Question 10.1: A pressure vessel contains a 50/50 mixture of He and Ar by v...

From Eq. (10.28), the specific entropy for a 50/50 mixture of He and Ar by volume is

S = \sum\limits_{i=1}^{M}{n_{i}}s_{i}.      (10.28)

\frac{s}{R} = \sum\limits_{i=1}^{2}{x_{i}}\left(\frac{s_{i}}{R}\right) = 0.5\left(\frac{s_{1}}{R}\right) + 0.5\left(\frac{s_{2}}{R}\right),

where s_{1} is the specific entropy of He and s_{2} is the specific entropy of Ar. To calculate the specific entropy for these two monatomic gases, we require their translational and electronic contributions, as given by Eqs (9.12) and (9.20):

\left(\frac{s}{R}\right)_{el} = \frac{Z^{\prime}_{el}}{Z_{el}}+\ln{Z_{el}} = \ln g_{0}.
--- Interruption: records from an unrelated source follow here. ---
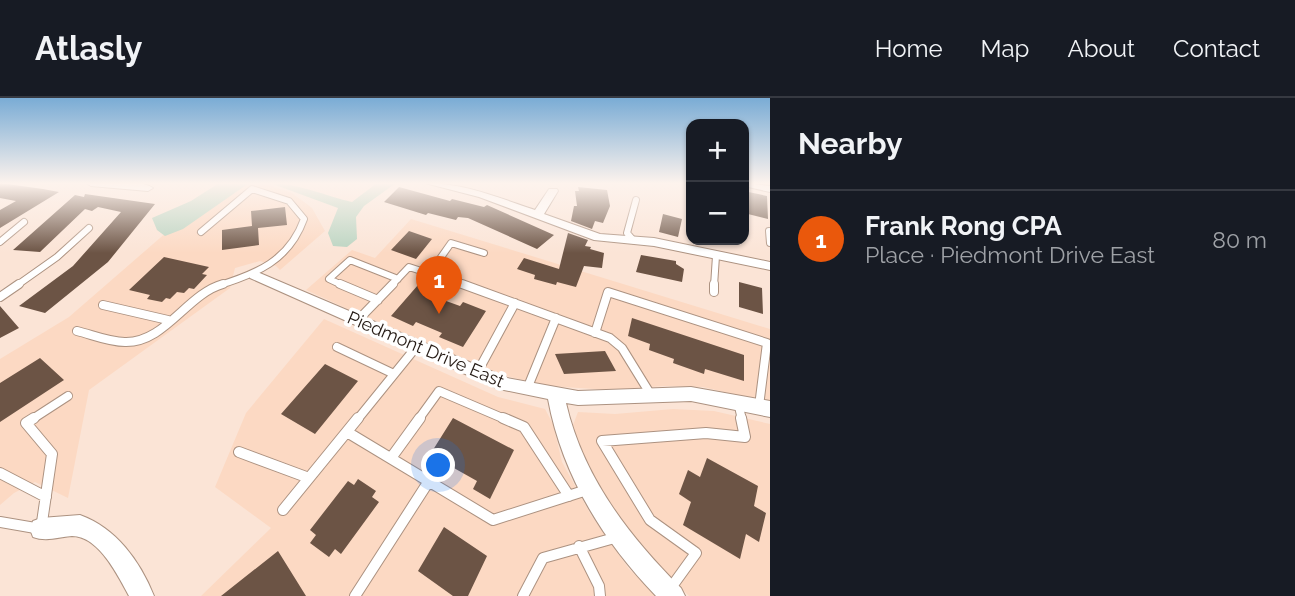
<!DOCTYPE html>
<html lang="en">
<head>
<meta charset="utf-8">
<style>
	:root { --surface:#171b24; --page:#242831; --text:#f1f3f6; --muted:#9ea1a6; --line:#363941; --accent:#ea580c }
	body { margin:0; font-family:Raleway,sans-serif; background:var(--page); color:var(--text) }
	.controls { position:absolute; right:21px; top:21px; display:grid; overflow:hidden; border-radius:14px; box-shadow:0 2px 5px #0004 }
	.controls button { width:63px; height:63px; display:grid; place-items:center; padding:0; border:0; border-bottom:2px solid var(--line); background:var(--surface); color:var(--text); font:35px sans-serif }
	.you { position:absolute; left:439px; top:368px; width:24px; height:24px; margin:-18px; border:5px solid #fff; border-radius:50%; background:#1a73e8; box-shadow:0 0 0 10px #1a73e833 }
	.badge { display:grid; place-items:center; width:46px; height:46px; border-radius:50%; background:var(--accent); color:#fff; font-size:23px; font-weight:700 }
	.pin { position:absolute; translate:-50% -58px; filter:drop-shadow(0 2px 4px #0008) }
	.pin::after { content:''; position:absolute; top:37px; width:24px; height:21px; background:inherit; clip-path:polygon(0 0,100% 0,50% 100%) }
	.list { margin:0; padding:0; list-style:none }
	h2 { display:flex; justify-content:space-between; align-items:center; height:91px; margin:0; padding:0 28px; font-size:30px }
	h2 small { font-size:23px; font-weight:400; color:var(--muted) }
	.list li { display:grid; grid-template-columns:46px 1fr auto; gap:21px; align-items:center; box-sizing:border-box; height:98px; padding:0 28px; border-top:2px solid var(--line) }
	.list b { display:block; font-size:26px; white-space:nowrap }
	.list p { margin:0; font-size:23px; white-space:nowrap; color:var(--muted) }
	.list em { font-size:23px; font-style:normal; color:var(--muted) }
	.map { position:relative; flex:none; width:770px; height:498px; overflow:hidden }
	header { display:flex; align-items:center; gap:42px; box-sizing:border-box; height:98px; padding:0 35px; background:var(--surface); border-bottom:2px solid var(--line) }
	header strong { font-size:33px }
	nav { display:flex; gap:38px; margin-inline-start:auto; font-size:24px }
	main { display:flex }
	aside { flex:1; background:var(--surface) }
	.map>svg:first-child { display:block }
	.built { fill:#fcd9c3 }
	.green { fill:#bad4c1 }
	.building { fill:#6c5445 }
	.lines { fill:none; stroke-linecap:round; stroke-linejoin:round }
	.lane-far2-casing { stroke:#ac9281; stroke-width:8 }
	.lane-far1-casing { stroke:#ac9281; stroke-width:10 }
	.lane-casing { stroke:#ac9281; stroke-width:12 }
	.street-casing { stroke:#ac9281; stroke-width:2 }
	.lane-far2 { stroke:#fff; stroke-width:6 }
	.lane-far1 { stroke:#fff; stroke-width:8 }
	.lane { stroke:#fff; stroke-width:10 }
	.street { fill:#fff; fill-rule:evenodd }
	.labels { text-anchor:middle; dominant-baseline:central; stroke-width:7; stroke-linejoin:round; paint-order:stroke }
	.street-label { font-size:18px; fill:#241a14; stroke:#fff }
</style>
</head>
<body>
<header>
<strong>Atlasly</strong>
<nav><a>Home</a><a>Map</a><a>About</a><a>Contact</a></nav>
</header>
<main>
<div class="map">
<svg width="770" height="498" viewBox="0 0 770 498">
	<rect width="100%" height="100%" fill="#fbe4d6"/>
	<path class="built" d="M246,85H263L292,95L312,110L325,133L280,172L276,168L260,163L235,170L230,190L89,292L68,400L35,384L14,395L0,407V261L69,219L168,133Z
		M411,121L770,231V305L703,289L664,288L610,292L549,288L506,278L456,260L306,192L352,152L375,160Z
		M324,221L498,299L545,311L553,326L562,364L591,417L629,471L657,498H201L271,430L215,389L246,315Z
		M673,311L714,313L770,326V498H689L648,458L606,404L578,350L573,327L578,314L615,316Z"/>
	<path class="green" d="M219,85H249L183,131L165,138L157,132L152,120L191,103Z
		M270,85C298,85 325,98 352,104L377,85H396L364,108L356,119L357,141L347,149L333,148L328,135L338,110Z"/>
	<path class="building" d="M0,85L43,91L59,94L0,130V112L16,103L0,100Z
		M399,89L450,103L452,101L484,109L487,107L554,137L537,151L468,120L458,119L456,122L428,115L426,117L384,104Z
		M578,89L607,92L610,108L603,125L595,123L592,131L571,123L574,108H577L575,93H579Z
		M744,93L767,98L768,121L744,115Z
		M85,96L155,106L108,164L45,215L19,208L73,168L121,114L98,109L92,113L85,111L40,154L13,152L75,97L84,99Z
		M285,109L287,127L258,130L259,147L222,152V132L252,128L251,113Z
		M663,116L682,121L678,139L659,134Z
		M409,133L432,141L416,161L391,152Z
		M568,135L588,142L585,148L591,149L590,151L604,155L602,170L584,168L576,189L557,184L556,187L534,181L535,177L517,171L524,160L559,171Z
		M641,157L676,163V166L684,171L682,184L636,174Z
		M164,159L209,169L202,176L207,177L194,191L189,190L184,195L177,194L170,201L166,200L162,204L147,201L150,197L129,192Z
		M739,184L762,190L763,216L739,209Z
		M418,187L438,195L435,199L460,208L463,204L486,213L463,249L439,239L442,235L416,224L413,228L391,218Z
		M0,208L19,230L0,240Z
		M632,220L744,257V283L705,271L704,276L673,265L674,261L649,252L650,246L628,238Z
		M605,253L616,273L564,276L555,256Z
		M40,260L64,282L0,324V285Z
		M325,266L358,283L315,336L281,316Z
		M453,320L514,352L490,401L473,391L477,383L445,365L441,372L426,363Z
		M707,360L758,388L754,408L766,415L759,444L746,436L740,461L683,427L691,404L679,396L688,372L700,379Z
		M358,381L376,393L372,399L379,404L341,456L335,451L329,459L310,445L316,437L310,432L348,383L354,387Z
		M444,429L487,458L468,498H453L418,473Z
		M278,453L306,498H221Z"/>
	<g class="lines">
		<g class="lane-far2-casing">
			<path id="lane-far2" d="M769,133L770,145
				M201,134L252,91L289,103L304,121C289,163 256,176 217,188
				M633,142L627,135L636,102
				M0,144L24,124
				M430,175L451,145L484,155
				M16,188L57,159L89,130
				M344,188L329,181L350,162L398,181
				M391,188L409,169L467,188
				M714,188L716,158"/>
		</g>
		<g class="lane-far1-casing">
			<path id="lane-far1" d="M340,186L378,202
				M462,186L610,240L622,250L651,297
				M714,194V186
				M0,199L19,186
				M103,207L168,222
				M358,222L393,186
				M77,233C93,237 109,244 125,244C165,245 187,196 223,186
				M595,235L608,194L767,245L759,308
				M337,249L394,276
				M477,275L515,205
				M527,291L556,220
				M738,304L742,322
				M31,322L68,298
				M357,322L417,248
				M418,322L439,293L507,322"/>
		</g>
		<g class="lane-casing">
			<path id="lane" d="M503,320L524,329L569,398
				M347,334L493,422L590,391
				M239,354L309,380
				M391,360L420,320
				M0,375L46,399
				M283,412L358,320
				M0,424L41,431L52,356L26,325L34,320
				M579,448L599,488L600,498
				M670,491L696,455L650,422L602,343L706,335L745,339L741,320
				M355,498L429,383
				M523,498L543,460L618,439"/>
		</g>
		<g class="street-casing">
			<path id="street" d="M86,85C105,85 138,80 153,90L148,93L91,88Z
				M425,85C464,85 499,100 535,112L549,91H557L558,93L544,116L600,136L654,140L770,164V172L654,148L594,142L479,99Z
				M744,85L770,88V94L744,88Z
				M255,173L507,280L578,293L691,289L770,303V319L691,303L578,307L566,305C583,379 629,438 681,490L685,498H656C603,443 562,377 548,301L499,291L250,180V174Z
				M80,417C116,430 140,463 154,498H129C118,478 99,438 72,438C59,439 46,444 33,439L30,431L33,423L41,420Z"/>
		</g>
		<use href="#lane-far2" class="lane-far2"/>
		<use href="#lane-far1" class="lane-far1"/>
		<use href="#lane" class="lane"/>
		<use href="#street" class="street"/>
	</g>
	<linearGradient id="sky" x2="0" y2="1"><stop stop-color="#7aacd5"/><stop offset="0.55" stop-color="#fdf3ed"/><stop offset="1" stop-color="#fdf3ed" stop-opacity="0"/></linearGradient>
	<rect width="770" height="155" fill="url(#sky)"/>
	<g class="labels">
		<g class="street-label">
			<text transform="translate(426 251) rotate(23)">Piedmont Drive East</text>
		</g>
	</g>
</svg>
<div class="controls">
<button>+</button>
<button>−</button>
</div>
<div class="you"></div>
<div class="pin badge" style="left:439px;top:216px">1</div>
</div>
<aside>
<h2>Nearby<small></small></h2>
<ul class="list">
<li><span class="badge">1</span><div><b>Frank Rong CPA</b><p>Place · Piedmont Drive East</p></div><em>80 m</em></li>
</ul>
</aside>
</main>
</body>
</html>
From Appendix J.1, the ground-state term symbol for all noble gases is ¹S_{0}, from which we conclude that the ground-state degeneracy is g_{0} = 1. Therefore, the only effective contribution to the entropy comes from the translational mode. Now, because each component of this ideal gas mixture acts as if it alone occupies the pressure vessel at 500 K, the pressure used in the Sackur–Tetrode equation to determine the translational contribution of each component must be the partial pressure, which is P_{1} = P_{2} = 5 bar. Hence, we have

\frac{s_{1}}{R} = \frac{5}{2} ln(500) + \frac{3}{2}ln(4.0026) − ln (5) − 1.1516

\frac{s_{2}}{R} = \frac{5}{2} ln(500) + \frac{3}{2}ln(39.948) − ln (5) − 1.1516

for helium and argon, respectively. On this basis, the dimensionless entropy for the mixture becomes

\frac{s}{R} = \frac{5}{2}ln (500) + \frac{3}{4}[ln (4.0026) + ln (39.948)] − ln(5) − 1.1516 = 16.581 .

Hence, evaluating the specific entropy for the mixture, we obtain

s = 16.581 (8.3145 J/K · mol) = 137.865 J/K · mol.